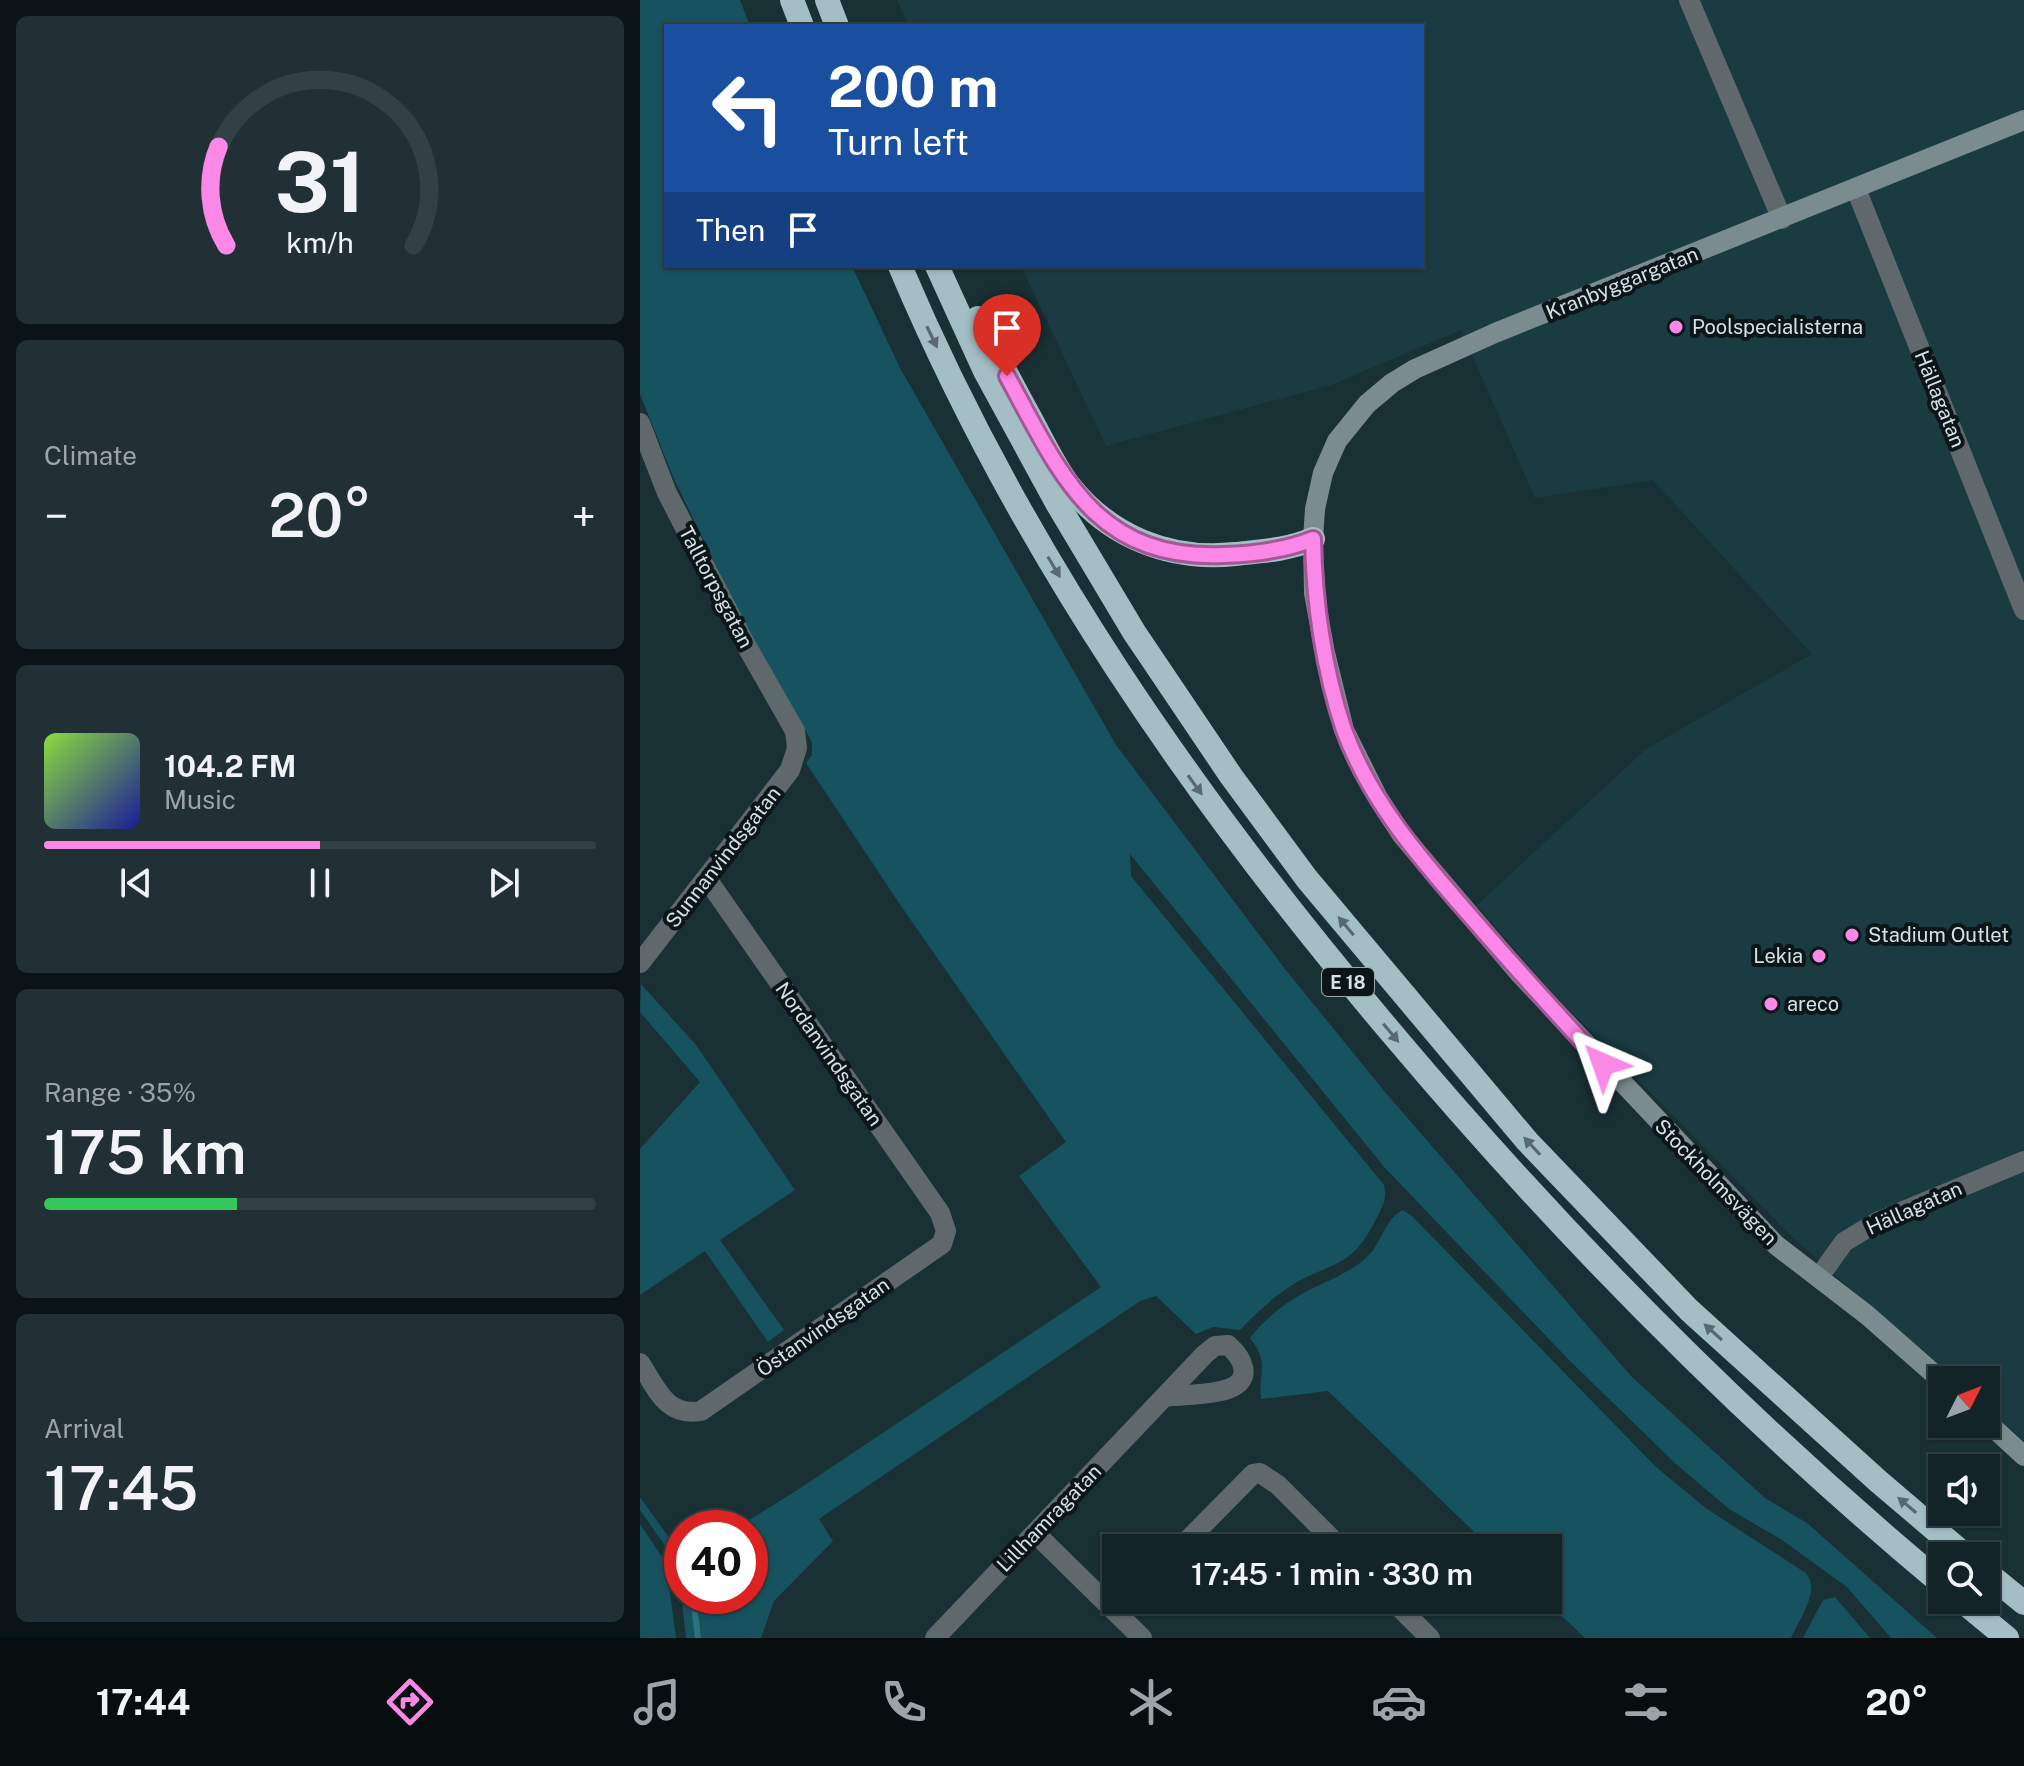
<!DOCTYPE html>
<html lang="en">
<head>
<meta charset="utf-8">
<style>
  :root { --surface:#132428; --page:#203034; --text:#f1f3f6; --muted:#9da4a8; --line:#324145; --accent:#fb87e6 }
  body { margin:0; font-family:"Public Sans",sans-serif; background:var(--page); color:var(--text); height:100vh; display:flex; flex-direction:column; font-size:30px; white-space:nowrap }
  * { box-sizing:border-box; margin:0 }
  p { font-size:26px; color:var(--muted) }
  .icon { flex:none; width:44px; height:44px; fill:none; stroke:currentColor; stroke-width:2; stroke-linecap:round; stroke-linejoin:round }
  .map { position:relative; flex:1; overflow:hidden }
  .panel { display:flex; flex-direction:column; gap:16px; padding:16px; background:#0a1416; width:640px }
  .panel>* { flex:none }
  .guide { position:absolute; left:24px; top:24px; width:760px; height:244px; border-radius:0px; box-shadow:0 2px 6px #0004,0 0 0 2px var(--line); background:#1a4fa0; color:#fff; overflow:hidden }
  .needle { width:52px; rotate:48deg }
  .tools { position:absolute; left:1288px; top:1366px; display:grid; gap:16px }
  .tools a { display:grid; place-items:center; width:72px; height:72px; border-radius:0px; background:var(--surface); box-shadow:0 2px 6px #0004,0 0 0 2px var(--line); font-size:40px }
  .speed { position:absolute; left:24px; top:1510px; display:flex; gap:16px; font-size:40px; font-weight:700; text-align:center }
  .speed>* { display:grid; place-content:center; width:104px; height:104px; border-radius:50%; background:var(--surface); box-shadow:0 2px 6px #0004,0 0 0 2px var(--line); line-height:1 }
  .speed .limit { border:12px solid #d22; background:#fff; color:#111 }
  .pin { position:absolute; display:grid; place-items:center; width:68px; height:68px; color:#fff; margin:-82px -34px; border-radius:50% 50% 50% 0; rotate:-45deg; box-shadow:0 0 8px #0007 }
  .pin .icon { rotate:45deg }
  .me { position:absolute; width:88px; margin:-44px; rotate:317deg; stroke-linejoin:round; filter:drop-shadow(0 0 6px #0008) }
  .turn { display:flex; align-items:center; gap:28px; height:168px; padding:0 32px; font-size:36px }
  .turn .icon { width:104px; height:104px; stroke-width:2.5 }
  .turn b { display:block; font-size:56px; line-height:68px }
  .then { display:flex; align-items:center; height:76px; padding:0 32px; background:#0003; gap:16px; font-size:30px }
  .big { font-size:60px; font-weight:600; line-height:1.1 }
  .panel .widget { flex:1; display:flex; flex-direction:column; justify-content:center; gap:12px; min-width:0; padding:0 28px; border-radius:12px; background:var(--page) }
  .panel .dial { align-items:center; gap:0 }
  .dial svg { height:208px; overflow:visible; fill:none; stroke:var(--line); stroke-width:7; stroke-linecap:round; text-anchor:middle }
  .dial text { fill:var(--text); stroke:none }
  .song { display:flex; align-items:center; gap:24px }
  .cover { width:96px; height:96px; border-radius:12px; background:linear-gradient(135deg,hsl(90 70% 55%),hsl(240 70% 35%)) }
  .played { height:8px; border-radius:4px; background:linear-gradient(90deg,var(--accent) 50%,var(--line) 50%) }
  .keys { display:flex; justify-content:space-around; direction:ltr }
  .heat { display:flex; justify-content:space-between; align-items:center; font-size:44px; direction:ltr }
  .charge { height:12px; border-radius:6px; background:linear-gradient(90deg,#34c759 35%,var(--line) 0) }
  .trip { position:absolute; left:462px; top:1534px; width:460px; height:80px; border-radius:0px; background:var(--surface); box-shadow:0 2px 6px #0004,0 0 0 2px var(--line); font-weight:600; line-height:80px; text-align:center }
  .dock { display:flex; height:128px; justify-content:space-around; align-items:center; background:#080e10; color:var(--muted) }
  .dock .icon { width:56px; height:56px }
  .dock .current { color:var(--accent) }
  .dock b { font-size:36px; color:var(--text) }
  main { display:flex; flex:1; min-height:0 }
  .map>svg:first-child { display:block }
  .built { fill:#1b3b42 }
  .green { fill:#16535f }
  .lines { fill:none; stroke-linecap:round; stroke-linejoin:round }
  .stream { stroke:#2b7281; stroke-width:6 }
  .street { stroke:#5f696c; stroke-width:20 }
  .secondary { stroke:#7b8c90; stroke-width:20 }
  .highway { stroke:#a4bec5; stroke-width:24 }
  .oneway { fill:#586a6f }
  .route-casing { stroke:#a35896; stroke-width:20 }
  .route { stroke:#fb87e6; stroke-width:14 }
  .poi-dot { fill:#fb87e6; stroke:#0c1619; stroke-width:3 }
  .labels { text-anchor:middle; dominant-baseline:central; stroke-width:8; stroke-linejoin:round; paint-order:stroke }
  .shield { fill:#0c1619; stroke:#98a5a8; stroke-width:2 }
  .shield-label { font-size:18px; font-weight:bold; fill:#d4e2e5 }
  .street-label { font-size:20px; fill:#d4e2e5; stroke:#0c1619 }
  .poi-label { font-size:20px; fill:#d4e2e5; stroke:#0c1619; text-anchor:start }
</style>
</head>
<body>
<main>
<section class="panel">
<div class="widget dial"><svg viewBox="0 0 100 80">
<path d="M14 69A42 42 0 1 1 86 69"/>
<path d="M14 69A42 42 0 0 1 11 31" stroke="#fb87e6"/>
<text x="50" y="56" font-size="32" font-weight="700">31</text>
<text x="50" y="72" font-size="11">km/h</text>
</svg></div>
<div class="widget"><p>Climate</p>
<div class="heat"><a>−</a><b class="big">20°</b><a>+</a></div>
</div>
<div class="widget">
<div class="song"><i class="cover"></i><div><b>104.2 FM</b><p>Music</p></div></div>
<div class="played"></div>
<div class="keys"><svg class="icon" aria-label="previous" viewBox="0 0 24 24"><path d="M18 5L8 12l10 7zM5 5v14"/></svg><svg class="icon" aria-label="pause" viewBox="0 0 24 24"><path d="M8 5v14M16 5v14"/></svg><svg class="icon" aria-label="next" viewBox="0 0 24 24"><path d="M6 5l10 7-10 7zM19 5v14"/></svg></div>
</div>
<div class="widget"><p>Range · 35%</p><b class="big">175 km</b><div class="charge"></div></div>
<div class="widget"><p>Arrival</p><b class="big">17:45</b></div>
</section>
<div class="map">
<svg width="1384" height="1638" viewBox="0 0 1384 1638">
  <rect width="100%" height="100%" fill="#193035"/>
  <polygon class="built" points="257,0 1384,0 1384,1441 1346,1408 1346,1380 1314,1380 1151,1236 907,987 837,905 1006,749 1172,654 1013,480 895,498 821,330 691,385 466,446 381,266 782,266 782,26 269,26"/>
  <g class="green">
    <path d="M 0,0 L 100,0 L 110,26 L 26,26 L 26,266 L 212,266 L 260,368 L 476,745 L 645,969 L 745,1092 L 991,1376 L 1125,1498 L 1167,1523 L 1297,1638 L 1251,1638 L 1207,1587 L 1142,1540 L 1089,1509 L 1036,1464 L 930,1361 L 745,1168 L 490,854 L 491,876 L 744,1185 C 747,1199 743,1206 736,1219 C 711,1270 694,1260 652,1285 C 632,1298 616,1313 600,1330 L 573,1327 L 556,1334 L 516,1296 L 500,1301 L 179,1519 L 193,1541 L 134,1601 L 121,1638 L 46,1638 L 38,1564 L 0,1510 L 0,1497 L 42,1556 L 42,1596 L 110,1596 L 110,1528 L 96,1528 L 159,1489 L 461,1287 L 379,1176 L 426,1142 L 263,909 L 166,763 L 172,755 L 172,742 L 113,638 L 75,563 L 34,479 L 0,394 Z"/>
    <polygon points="1,984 56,1045 155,1190 80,1240 144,1330 128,1342 65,1251 0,1295 0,1149 60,1082 0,1012"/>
    <path d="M 763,1210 L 772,1216 L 1016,1467 L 1067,1509 L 1166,1573 C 1181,1591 1159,1619 1151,1638 L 945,1638 L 905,1600 L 908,1600 L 908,1548 L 851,1548 L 688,1391 L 621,1399 C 618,1372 630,1363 610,1338 C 625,1319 644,1303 667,1291 C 687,1281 709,1273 726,1258 C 742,1244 744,1219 763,1210 Z"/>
    <polygon points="0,1524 26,1563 36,1638 0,1638"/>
    <polygon points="1195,1597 1230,1638 1163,1638 1183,1600"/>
  </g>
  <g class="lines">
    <polyline class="stream" points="53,1596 58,1638"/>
    <g class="street">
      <polyline points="1049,0 1142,219"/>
      <polyline points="1216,189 1384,610"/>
      <polyline points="0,423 27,493 106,645 155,731 157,748 150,770 0,963"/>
      <polyline points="1179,1277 1204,1242 1237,1222 1384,1161"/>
      <path d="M 0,1363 C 17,1389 26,1417 61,1411 L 302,1244 L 306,1231 L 300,1213 L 67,879"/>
      <polyline points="395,1533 502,1638"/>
      <polyline points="540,1548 613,1474 620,1473 638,1485 701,1548"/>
      <polyline points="752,1600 790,1638"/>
      <path d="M 295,1638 L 565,1354 L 575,1346 L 588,1345 C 603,1358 614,1380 588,1389 C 571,1395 542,1395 524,1397"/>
    </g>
    <g class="secondary">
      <polyline points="1302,1381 1227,1315 1136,1245 880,974 762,835 738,798 704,730 685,653 674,593 673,539 675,509 683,473 697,441 727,404 752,383 775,369 855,333 1384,120"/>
      <polyline points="1346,1421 1384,1456"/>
    </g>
    <g class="highway">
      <polyline points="152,0 162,26"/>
      <polyline points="187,0 197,26"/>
      <path d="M 260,266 C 380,550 556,803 755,1037 C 922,1235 1103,1418 1302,1584"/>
      <polyline points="297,266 345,371 417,503 494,632 591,776 667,879 887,1141 1049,1310 1238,1481 1326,1556"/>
      <path d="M 338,318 C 355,352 373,387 392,421 C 403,442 414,465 428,484 C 469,537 530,561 595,554 C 623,551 647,550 673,539"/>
      <polyline points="1346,1572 1384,1603"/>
      <polyline points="1321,1600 1367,1638"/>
    </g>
  </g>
  <defs><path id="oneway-solid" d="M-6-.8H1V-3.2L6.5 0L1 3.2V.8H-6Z" transform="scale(2)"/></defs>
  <g class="oneway">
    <use href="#oneway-solid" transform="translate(292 337) rotate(64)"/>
    <use href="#oneway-solid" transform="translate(414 567) rotate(59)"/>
    <use href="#oneway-solid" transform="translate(555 785) rotate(54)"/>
    <use href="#oneway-solid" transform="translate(706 926) rotate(-130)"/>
    <use href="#oneway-solid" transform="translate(751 1033) rotate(50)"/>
    <use href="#oneway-solid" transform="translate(892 1146) rotate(-133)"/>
    <use href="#oneway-solid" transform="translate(1073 1332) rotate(-138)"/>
    <use href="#oneway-solid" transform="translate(1267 1505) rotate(-140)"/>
  </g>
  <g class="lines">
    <g class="route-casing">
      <path id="route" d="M 367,376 C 420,473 454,560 583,555 C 613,554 644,551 673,539 C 674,602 684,671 704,730 C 729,799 778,856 825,910 C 870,962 916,1013 963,1064"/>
    </g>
    <use href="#route" class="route"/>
  </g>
  <g class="poi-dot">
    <circle cx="1036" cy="327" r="8"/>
    <circle cx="1212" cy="935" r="8"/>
    <circle cx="1179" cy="956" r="8"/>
    <circle cx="1131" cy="1004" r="8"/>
  </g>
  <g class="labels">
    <rect class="shield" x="682" y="968" width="52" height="28" rx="6"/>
    <g class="shield-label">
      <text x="708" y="982">E 18</text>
    </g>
    <g class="street-label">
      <text transform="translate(982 283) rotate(-22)">Kranbyggargatan</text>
      <text transform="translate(1300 399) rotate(68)">Hällagatan</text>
      <text transform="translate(76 587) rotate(62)">Talltorpsgatan</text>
      <text transform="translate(83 857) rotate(-52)">Sunnanvindsgatan</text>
      <text transform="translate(189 1054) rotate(55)">Nordanvindsgatan</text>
      <text transform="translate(1076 1182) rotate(46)">Stockholmsvägen</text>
      <text transform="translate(1274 1208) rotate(-24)">Hällagatan</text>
      <text transform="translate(183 1327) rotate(-35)">Östanvindsgatan</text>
      <text transform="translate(409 1518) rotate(-46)">Lillhamragatan</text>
    </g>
    <g class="poi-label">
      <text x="1052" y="327">Poolspecialisterna</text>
      <text x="1228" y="935">Stadium Outlet</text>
      <text x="1163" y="956" text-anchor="end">Lekia</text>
      <text x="1147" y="1004">areco</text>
    </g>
  </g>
</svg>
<div class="tools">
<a><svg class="needle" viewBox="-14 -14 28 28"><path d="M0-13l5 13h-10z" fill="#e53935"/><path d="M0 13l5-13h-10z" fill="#9da4a8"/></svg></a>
<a><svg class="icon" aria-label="sound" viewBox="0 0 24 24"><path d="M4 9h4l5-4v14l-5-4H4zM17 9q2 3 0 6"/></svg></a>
<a><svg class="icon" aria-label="search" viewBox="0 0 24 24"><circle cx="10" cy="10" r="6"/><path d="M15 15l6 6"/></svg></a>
</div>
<div class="speed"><div class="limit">40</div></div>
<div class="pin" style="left:367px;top:376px;background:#d93025"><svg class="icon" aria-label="arrive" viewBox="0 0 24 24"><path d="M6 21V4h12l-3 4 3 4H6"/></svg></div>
<svg class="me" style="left:963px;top:1064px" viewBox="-20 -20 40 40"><path d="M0-17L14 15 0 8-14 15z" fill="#fb87e6" stroke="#fff" stroke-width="4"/></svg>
<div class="trip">17:45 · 1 min · 330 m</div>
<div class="guide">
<div class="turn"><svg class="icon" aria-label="left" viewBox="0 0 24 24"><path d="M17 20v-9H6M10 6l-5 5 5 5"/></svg><div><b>200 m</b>Turn left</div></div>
<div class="then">Then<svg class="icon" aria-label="arrive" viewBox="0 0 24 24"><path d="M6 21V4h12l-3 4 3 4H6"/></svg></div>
</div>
</div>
</main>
<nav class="dock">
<b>17:44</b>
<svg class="icon current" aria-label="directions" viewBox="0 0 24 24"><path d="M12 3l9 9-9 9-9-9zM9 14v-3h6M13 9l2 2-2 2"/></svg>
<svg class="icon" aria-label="music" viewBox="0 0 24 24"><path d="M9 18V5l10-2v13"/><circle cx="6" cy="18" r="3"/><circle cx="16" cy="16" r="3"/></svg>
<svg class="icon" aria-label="phone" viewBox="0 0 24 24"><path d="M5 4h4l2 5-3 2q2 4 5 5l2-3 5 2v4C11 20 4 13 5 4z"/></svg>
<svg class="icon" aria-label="climate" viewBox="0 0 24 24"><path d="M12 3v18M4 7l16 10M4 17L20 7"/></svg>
<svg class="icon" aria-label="car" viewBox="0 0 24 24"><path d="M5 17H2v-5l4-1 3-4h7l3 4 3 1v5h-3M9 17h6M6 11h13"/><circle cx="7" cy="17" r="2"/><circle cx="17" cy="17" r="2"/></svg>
<svg class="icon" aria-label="filters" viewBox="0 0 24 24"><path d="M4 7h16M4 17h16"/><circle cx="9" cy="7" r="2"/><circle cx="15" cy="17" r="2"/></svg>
<b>20°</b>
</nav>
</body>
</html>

WHAT IS EXPECTED
Print, from the entries above, the line with "display:flex; justify-content:space-around; direction:ltr", the line with "display:flex; justify-content:space-between; align-items:center;" and all lines between them, exactly and with nothing else.

ANSWER FOR THE TASK
  .keys { display:flex; justify-content:space-around; direction:ltr }
  .heat { display:flex; justify-content:space-between; align-items:center; font-size:44px; direction:ltr }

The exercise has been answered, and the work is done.